I haven’t really done anything that’s had those elements before. The closest would probably be American Horror Story, which wasn’t gunplay, but there were physical elements to that and levels of violence that were different than what’s in American Ultra. As an actor, I’m always looking for new territory.
When actors are lucky enough to be in a really beloved project like Friday Night Lights, they tend to get closely identified with their characters. Does being seen so widely as the understanding, kind Tami Taylor help you in taking on new projects, or does it make your work harder?
It’s depends on the perspective of how I’m looking at it. No question that to be able to play a character who really impacts people in a deep way is only amazing. For me, that is an incredible thing, and always a goal. I want to create a character who is so accessible and relatable to people that it really makes an impact. But as an actor, I certainly struggled after Friday Night Lights to think about what would be a good next move. It’s difficult to walk away from something that I love so much and know that as an actor, I need to do something that is a real departure. It’s walking away from a true love, and to stretch myself, I have to go far, far away from it. It’s always a challenge, but it’s an important and essential one.
It’s not really about proving you’re hirable, entirely, it’d seem; isn’t part of the need to challenge yourself about personal fulfillment?
Exactly. One of the reasons people used to not want to work in television was because you could get pigeonholed into whatever role you played. People see you as that character year after year. That’s a danger for sure. I don’t worry as much about that, but as an actor, I want to feel I’m stretching. Otherwise, there’s no joy.
Kristen Stewart and Jesse Eisenberg, your costars in this movie, have been in the public eye from a very young age. You, by contrast, went to college and had a whole life before fame. What contrast do you see between your experience and theirs?

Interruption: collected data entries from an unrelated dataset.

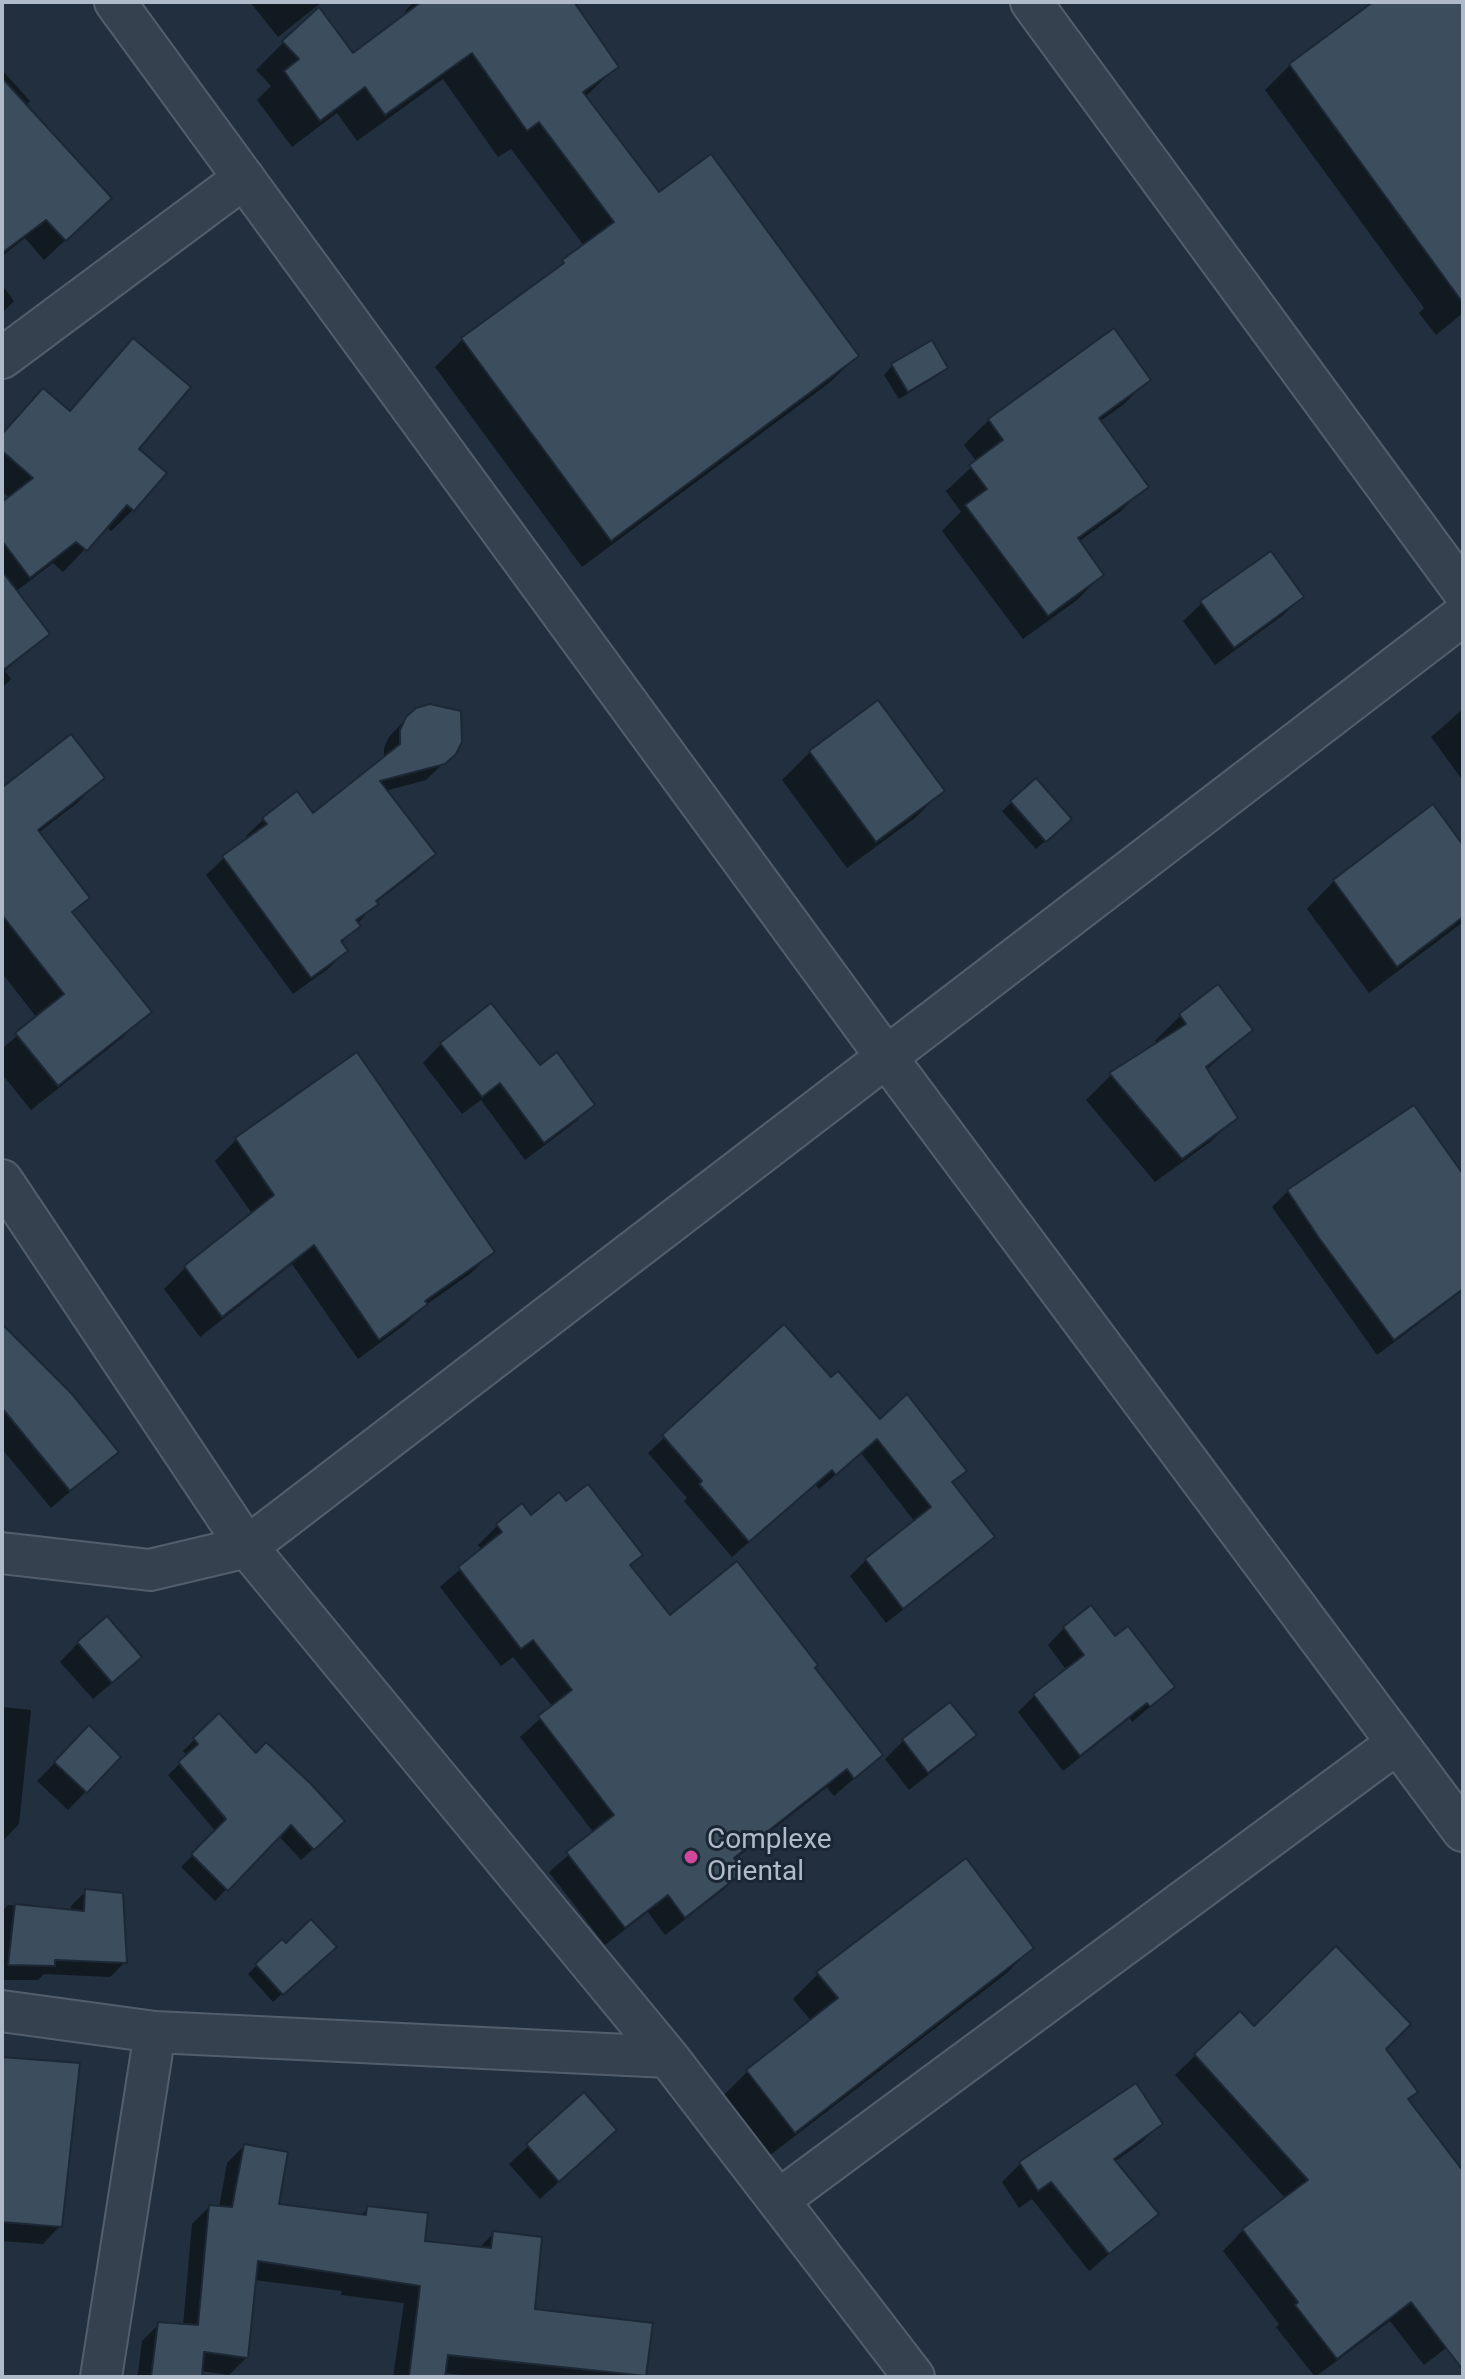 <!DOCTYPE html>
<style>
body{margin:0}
#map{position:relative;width:1465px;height:2379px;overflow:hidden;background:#212f3e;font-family:Roboto,sans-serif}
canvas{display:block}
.frame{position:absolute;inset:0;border:4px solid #b0bbca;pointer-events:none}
</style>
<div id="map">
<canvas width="1465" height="2379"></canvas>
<div class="frame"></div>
</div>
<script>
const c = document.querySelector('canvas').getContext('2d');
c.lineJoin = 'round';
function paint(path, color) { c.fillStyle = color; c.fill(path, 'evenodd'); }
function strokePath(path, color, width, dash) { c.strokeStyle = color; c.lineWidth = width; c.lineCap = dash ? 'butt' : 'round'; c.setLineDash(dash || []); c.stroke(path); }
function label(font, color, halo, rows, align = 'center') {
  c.font = font + ' Roboto,sans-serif'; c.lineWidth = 6; c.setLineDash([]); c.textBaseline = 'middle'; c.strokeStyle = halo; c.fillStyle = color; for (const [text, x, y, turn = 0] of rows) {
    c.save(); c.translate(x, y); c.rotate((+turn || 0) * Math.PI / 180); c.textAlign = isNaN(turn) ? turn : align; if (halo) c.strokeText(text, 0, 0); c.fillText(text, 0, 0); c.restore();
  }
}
const shadow = new Path2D(`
 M250,2h72l-44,35z
 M414,2h131l71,65 -31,30 73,98 199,161 -28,27 -247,184 -147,-200 28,-28 86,-62 36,-30 -74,-98 -13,8 -55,-78 -86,62 -20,-28 -45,34 -35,-47 14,-14 -15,-16 28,-28 69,13 54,-41 -2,-3z
 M1377,2h86v311l-27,22 -17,-22 5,-5 -159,-218 25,-25z
 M2,70l28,31 -5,5 64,112 -45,42 -19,-22 -23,18z
 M2,285l12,16 -12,12z
 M133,340l3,109 -3,61 -22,21 -5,-4 -43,45 -10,-9 -38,29 32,42 -42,37 6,8 -9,9v-184l8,-6 -8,-7v-57l41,-44 26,22z
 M892,366l54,2 -9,8 -38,23 -15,-24z
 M1148,380l-24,24 -25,18 47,64 -25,25 -43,31 24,33 -25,25 -54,39 -81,-108 19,-19 -15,-21 31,-29 -13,-17 25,-25z
 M1301,597l-18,18 -68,50 -32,-44 19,-18z
 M877,702l65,89 -27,27 -68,50 -65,-88 28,-28z
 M1463,709v72l-32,-44z
 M407,718l47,35 -28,27 -41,11 49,63 -17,17 -42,32 -34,41 5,7 -17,17 -36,26 -87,-119 18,-17 25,-19 -3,-3 18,-17 49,-3 71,-56v-12l5,-11z
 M103,777l-26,26 -39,30 50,64 -17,17 78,97 -26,26 -92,73 -29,-36v-25l35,-31 -35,-45v-181z
 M1036,781l24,47 -24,21 -34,-38z
 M1432,807l31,41v74l-94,71 -62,-84 27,-28z
 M1218,987l33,43 -46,41 31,46 -26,25 -55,40 -69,-82 25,-25 47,-30 -3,-4 25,-25z
 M441,1044l98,23 54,38 -19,18 -49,37 -44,-60 -19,14 -39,-51z
 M357,1055l135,197 -21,21 -48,34 -19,18 -46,34 -66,-95 -92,73 -36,-48 21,-21 68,-53 -38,-54 21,-21z
 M1463,1176v114l-86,65 -105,-148 16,-16z
 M2,1327l114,125 -65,56 -49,-59z
 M784,1327l47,53 49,41 84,50 -13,13 41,53 -16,16 -90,70 -36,-47 16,-16 49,-38 -54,-69 -42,36 -4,-5 -83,73 -48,-56 3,-3 -39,-45z
 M522,1506l9,12 97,48 42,51 142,51 69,87 -47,41 -7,-9 -93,73 8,11 -19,19 -58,45 -17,-23 -43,33 -56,-73 45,-39 -74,-96 33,-30 -40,-50 -12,9 -61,-79 42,-37 -4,-5 19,-19z
 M1064,1628l50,11 59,48 -41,35 -2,-4 -67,53 -45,-59 16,-16 33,-25 -19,-26z
 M78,1643l43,32 -28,24 -33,-37z
 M2,1707l29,3 -12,114 -17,18z
 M219,1716l37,39 87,66 -42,39 -23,-25 -63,66 -34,-34 35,-35 -48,-57 20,-19 -5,-5z
 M89,1728l30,29 -51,53 -31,-29z
 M974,1735l-18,18 -47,37 -24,-31 18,-18z
 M86,1891l39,71 -15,15 -66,-3 -6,6h-36v-69l6,-6 63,6v-5z
 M281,1942l45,13 -53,47 -25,-28z
 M1031,1948l-24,25 -238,183 -47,-59 25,-25 65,-50 -19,-23 25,-25z
 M1254,2029l152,71 57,75v160l-39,30 -34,-44 -75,56 -39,-50 3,-3 -56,-73 20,-21 43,-31 -111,-124 21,-20z
 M2,2059l58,167 -17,18 -41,-3z
 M584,2095l12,53 -56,51 -31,-35z
 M1161,2123l-19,19 -28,20 42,52 -67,57 -57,-72 -13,9 -17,-26 18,-18z
 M244,2146l33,60 82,11 9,-9 54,34 56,7 16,-16 39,77 111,65 -2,2h-160l-39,-4v4h-50l11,-74 -63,-8 1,-4 -88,-11 -8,78 -17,17 -28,-4 -1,6h-66l4,-3 4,-33 17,-17 24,2 9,-102 17,-17 10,1 8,-45z`);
const building = new Path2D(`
 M421,2h153l45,65 -36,25 76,100 52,-38 148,202 -248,185 -150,-203 103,-75 -2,-3 52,-38 -75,-100 -12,9 -55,-78 -87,62 -20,-28 -45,34 -36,-50 15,-12 -17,-18 37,-34 34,46z
 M1373,2h90v301l-174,-239z
 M2,78l110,120 -46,43 -20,-21 -44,33z
 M1114,328l37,52 -52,38 50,69 -71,51 26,37 -56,41 -83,-111 22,-16 -18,-24 34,-25 -15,-21z
 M133,338l58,49 -52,62 28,24 -33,38 -7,-6 -40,46 -11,-9 -46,36 -28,-37v-39l31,-24 -31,-27v-17l41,-46 27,23z
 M932,340l16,28 -40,24 -17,-28z
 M1271,551l33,46 -70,51 -34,-47z
 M2,571l48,63 -48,37z
 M878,700l67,91 -69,51 -67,-91z
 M430,704l31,7 1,31 -6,12 -11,10 -65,17 56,73 -60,47 3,3 -23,16 5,6 -20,15 7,10 -37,27 -89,-122 45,-32 -5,-6 35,-27 16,22 87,-69v-14l6,-13 10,-9z
 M71,734l34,44 -67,52 52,68 -18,14 80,100 -94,74 -43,-53 49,-39 -62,-79v-132l2,3z
 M1036,778l36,41 -26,23 -36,-41z
 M1433,804l30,41v72l-66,50 -64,-87z
 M1218,984l35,46 -47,37 32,51 -56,41 -73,-86 77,-49 -7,-10z
 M491,1003l49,62 17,-13 38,53 -51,38 -44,-60 -18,14 -42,-54z
 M357,1052l138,200 -70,49 3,3 -49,36 -65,-95 -92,72 -38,-51 90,-71 -39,-57z
 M1414,1105l49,69v115l-69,51 -75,-102 -32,-48z
 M2,1324l70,70 47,58 -49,39 -68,-83z
 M784,1324l47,53 7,-6 42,48 27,-25 60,77 -15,11 43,55 -92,72 -38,-50 66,-52 -54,-68 -41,36 -4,-5 -83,72 -50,-58 3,-3 -40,-46z
 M588,1484l55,71 -13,10 40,50 67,-54 81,104 -3,3 68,87 -29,24 -7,-10 -113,89 11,13 -60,47 -17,-23 -43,33 -59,-76 48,-37 -76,-99 34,-26 -39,-50 -12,9 -63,-82 44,-35 -6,-8 26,-21 9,12 28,-23 7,9z
 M1091,1605l24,31 13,-10 47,61 -25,20 -3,-4 -67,53 -47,-62 51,-39 -21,-28z
 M107,1616l35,41 -30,26 -35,-41z
 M950,1702l27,33 -49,38 -26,-34z
 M219,1713l37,40 10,-11 44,41 35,38 -31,29 -23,-25 -63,66 -37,-37 35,-35 -48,-57 20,-18 -5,-6z
 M89,1725l32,32 -34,36 -33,-31z
 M966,1858l68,90 -239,185 -49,-63 92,-72 -22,-26z
 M85,1889l38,4 4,70 -72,-3v6l-47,-1 7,-61 69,7z
 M311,1919l26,28 -54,48 -28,-31 27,-25 4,4z
 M1336,1946l75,78 -25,25 32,43 -10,7 55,72v199l-52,-68 -74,57 -42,-54 3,-3 -56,-73 66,-49 -114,-126 46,-43 14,15z
 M2,2057l78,6 -18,164 -60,-5z
 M1136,2083l27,41 -49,35 45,55 -50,40 -58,-72 -13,9 -19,-29z
 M584,2092l33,38 -58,52 -33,-38z
 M244,2144l44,8 -9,52 87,11 1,-9 61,7 -3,28 66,7 2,-17 49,6 -7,72 118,14 -7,53 -198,-21 -3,22h-36l11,-91 -162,-25 -10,97 -44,-6 -2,25h-51l7,-55 40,3 11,-120 23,2z`);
const street = new Path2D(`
 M115,2l772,1056 576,773
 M1031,2l432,589
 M2,358l242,-180
 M2,1180l245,367 421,510 246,320
 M2,1553l148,17 97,-23 1216,-932
 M2,2011l153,21 513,25
 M780,2199l616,-455
 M101,2377l54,-345`);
const markers = [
 [691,1857,8,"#d1479c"]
];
const poiNames = [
 ["Complexe",707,1841],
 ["Oriental",707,1873]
];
paint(shadow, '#0007');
paint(building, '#3c4d5e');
strokePath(building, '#1c2835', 2);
strokePath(street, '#535e6c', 44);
strokePath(street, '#35414e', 40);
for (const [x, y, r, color] of markers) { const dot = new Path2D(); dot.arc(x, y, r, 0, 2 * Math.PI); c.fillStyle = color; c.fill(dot); strokePath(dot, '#1a2633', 3); }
label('28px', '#b0bbca', '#1a2633', poiNames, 'left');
</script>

In everything I’ve ever worked on, inevitably, I’ve ended up working with younger actors who are getting into their careers at a very young age. Jesse and Kristen are remarkable because not only did they get into their careers at a very young age but they also reached enormous success at a very young age—and very well-deserved success at a very young age. They’re extraordinary to me; I kind of gawk at them because their talent is so well-honed, and to have that level of talent at such a young age and to be able to access it and parlay that into a career is something I will never be able to understand because that was not my experience. My experience has been a different one, and may be interesting to some, because some people always ask me, “You reached more success as you got older, and usually they say you can’t do that as a woman, blah blah blah”—to me, it’s really interesting to see young people be able to be so self-possessed in the ways they are.
Has your college experience informed your career at all?
It’s the only way I can imagine it. For me, it was the way that I was raised, and education was always the most prized possession that my parents could ever imagine giving me. I feel like my experience being able to go to college and study all the things that I studied—not being a drama major, being a Chinese major—absolutely has contributed to the rest of my life. It’s easy to laugh at that and say, “What does that have to do with being an actor?” For me personally, though, it’s shaped the person that I am, and that’s something that I needed. I needed all that to feel like I had access to a stronger voice. It’s taken me all the years and all the experience to create the voice that I have as an actor.
This film depicts a boundlessly powerful state pursuing Eisenberg’s character mercilessly. Is there a political dimension here?
I actually didn’t really think that way when we were shooting it because it all seemed like another world entirely, and so not something that I could really imagine. But, then again, I hadn’t seen Citizenfour yet. Now that I’ve seen Citizenfour, all bets are off!